Chinese public outcry over chained woman in video spurs provincial-level probe
- Footage on social media of the woman chained by her neck was initially dismissed by local authorities before it emerged that she had been trafficked
- State media says task force will conduct a comprehensive investigation, as questions persist about the woman’s identity and circumstances
The Communist Party committee and government of the eastern province have set up a task force to conduct a comprehensive investigation, state broadcaster CCTV reported on Thursday.
“All facts will be thoroughly investigated,” said a statement read by the broadcaster. “Criminal activities will be severely penalised according to the law and relevant officials in charge will be held accountable, while conclusive findings will be immediately released to the public.”
A video circulating last month on Douyin, China’s version of TikTok, showed a middle-aged woman standing in the corner of a shed shackled by her neck, apparently kept there by her husband. The shed was in Feng county, under the jurisdiction of Xuzhou city in Jiangsu province.
They initially said that the chained woman had been married legally to the man since 1998 and that she had been diagnosed with a mental illness. They also said that the woman – who had eight children with the man – was not a trafficking victim.

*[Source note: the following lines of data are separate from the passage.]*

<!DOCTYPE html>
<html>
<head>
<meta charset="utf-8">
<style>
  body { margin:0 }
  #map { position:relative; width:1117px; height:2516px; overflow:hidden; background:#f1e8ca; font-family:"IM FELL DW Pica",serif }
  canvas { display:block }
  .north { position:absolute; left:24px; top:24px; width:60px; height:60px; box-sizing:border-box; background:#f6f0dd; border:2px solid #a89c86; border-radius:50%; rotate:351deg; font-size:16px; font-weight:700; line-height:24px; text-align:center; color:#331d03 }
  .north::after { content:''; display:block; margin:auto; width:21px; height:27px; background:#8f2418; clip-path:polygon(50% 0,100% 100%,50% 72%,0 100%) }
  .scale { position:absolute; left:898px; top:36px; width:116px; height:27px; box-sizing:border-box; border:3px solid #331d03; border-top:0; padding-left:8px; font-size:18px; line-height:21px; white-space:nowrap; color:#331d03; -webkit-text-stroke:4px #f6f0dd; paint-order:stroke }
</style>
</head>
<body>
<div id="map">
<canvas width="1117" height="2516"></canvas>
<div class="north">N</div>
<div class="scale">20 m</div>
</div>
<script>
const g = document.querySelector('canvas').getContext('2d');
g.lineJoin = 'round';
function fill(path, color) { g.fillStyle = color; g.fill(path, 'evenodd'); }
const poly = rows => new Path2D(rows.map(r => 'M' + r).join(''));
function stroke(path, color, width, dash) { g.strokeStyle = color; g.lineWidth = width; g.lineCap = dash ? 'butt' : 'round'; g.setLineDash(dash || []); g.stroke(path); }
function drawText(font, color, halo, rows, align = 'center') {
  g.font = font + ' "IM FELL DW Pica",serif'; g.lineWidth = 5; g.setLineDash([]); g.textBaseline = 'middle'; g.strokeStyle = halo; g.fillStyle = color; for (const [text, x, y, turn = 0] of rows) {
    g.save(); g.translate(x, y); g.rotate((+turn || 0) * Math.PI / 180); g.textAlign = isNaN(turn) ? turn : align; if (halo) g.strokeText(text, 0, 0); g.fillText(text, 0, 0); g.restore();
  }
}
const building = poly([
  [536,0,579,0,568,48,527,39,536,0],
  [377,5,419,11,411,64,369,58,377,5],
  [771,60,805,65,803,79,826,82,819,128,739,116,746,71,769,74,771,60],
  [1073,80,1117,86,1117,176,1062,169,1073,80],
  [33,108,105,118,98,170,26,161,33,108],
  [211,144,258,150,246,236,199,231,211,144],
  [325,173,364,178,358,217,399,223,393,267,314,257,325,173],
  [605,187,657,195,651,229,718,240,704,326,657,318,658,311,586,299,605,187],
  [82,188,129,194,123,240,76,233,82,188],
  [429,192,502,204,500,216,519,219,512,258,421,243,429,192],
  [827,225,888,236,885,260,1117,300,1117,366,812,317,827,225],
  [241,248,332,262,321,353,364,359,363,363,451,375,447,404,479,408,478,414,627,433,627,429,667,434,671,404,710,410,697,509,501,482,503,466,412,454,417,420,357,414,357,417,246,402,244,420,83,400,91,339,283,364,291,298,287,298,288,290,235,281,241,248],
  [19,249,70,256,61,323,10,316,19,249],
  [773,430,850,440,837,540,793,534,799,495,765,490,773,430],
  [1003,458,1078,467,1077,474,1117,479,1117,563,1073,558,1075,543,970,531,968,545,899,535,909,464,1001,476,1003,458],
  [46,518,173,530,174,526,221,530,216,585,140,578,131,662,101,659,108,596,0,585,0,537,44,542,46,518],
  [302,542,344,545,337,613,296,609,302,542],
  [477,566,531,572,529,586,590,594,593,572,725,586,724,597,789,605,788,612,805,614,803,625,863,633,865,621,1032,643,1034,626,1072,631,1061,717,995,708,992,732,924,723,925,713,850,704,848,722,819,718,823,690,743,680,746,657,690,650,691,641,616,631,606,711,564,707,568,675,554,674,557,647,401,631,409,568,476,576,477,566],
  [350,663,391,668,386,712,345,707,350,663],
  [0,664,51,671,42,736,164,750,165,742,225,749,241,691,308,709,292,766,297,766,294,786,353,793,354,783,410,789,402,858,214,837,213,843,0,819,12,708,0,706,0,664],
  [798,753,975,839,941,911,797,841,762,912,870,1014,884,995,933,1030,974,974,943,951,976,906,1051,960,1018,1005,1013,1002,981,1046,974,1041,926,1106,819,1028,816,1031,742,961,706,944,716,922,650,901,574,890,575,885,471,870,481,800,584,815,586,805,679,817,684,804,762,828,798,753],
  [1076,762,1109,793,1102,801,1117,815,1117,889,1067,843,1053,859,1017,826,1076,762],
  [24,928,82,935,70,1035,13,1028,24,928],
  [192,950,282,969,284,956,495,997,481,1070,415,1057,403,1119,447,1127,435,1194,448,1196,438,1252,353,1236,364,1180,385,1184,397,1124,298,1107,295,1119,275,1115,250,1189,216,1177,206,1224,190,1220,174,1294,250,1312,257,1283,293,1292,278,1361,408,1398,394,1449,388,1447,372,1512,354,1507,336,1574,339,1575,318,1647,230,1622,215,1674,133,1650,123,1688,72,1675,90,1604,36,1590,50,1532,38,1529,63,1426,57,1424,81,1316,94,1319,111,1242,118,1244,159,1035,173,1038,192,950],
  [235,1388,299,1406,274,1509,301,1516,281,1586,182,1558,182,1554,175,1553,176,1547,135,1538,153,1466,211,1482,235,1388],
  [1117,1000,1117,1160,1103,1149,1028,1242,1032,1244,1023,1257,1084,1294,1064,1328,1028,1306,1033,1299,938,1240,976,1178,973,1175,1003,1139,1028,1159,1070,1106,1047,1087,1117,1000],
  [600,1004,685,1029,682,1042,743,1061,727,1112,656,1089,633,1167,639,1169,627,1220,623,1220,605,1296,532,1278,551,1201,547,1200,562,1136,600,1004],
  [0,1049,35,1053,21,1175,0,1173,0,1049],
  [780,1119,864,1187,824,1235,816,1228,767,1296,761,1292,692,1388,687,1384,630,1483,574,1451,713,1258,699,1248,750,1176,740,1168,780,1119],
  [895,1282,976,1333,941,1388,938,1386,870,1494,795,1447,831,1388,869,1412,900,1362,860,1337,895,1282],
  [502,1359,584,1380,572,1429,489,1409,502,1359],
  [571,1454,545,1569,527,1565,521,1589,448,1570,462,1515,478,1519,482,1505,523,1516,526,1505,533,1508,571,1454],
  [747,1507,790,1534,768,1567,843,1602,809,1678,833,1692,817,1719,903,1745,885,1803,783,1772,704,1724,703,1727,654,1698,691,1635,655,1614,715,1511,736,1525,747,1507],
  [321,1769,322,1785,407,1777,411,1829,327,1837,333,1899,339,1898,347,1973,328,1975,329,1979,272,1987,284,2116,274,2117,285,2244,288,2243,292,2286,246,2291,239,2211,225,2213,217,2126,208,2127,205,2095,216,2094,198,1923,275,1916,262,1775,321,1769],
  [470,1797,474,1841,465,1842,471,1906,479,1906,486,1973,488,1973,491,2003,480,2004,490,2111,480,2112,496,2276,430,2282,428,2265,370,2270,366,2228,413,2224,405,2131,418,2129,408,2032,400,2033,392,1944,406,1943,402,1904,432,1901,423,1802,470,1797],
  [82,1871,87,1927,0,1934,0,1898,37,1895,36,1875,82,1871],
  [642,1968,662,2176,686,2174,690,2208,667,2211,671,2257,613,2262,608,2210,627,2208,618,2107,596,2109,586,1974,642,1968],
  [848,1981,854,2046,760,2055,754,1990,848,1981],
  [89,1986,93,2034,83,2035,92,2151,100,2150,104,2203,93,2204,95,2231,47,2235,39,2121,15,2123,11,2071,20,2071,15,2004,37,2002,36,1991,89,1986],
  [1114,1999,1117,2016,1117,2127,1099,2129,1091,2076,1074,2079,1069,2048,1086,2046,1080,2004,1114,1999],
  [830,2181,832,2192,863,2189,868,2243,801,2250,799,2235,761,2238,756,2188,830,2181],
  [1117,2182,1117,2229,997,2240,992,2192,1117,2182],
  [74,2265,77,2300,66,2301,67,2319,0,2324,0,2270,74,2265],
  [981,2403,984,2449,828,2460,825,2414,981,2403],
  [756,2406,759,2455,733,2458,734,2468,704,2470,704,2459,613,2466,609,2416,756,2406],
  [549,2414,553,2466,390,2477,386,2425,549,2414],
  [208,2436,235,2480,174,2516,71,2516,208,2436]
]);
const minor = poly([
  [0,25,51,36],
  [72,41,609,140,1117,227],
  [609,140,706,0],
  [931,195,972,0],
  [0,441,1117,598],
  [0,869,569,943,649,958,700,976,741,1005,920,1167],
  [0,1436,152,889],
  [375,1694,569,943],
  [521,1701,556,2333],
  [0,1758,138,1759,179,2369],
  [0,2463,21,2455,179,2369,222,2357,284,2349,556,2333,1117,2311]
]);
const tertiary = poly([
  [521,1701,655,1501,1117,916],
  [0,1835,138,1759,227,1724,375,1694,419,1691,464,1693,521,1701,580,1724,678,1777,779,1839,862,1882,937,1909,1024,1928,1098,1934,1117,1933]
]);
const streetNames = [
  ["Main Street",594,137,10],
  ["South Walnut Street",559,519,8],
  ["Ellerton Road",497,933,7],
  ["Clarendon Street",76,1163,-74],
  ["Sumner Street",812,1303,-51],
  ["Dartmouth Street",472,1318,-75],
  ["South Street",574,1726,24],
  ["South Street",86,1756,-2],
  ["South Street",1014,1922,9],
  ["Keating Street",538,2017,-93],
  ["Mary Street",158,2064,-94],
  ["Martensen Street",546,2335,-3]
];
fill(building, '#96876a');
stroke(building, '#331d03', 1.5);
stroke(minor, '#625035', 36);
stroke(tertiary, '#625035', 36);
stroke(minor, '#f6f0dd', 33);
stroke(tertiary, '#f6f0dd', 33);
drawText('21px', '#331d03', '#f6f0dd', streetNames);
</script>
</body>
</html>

The local government has received heavy criticism online for a response that was labelled inconsistent and flawed.
As the anger continued, the authorities eventually retracted their denial that it was a case of human trafficking and arrested the husband, 55. He was charged with illegal imprisonment, while a 48-year-old woman and her 67-year-old husband were arrested on suspicion of human trafficking.
The case has sparked intense debate over child marriage and highlighted the decades-old issue of trafficking of women in China.
On Tuesday, graduates of two elite Chinese universities published petitions publicly calling on the central government to investigate the case thoroughly.
A petition signed by more than 100 alumni of Peking University, verified by the South China Morning Post, was swiftly removed from Chinese social media by censors. Dozens of graduates of Tsinghua University posted a similar petition on Twitter.
Photos posted of people displaying slogans calling for a top-down investigation were also quickly scrubbed from mainland Chinese cyberspace.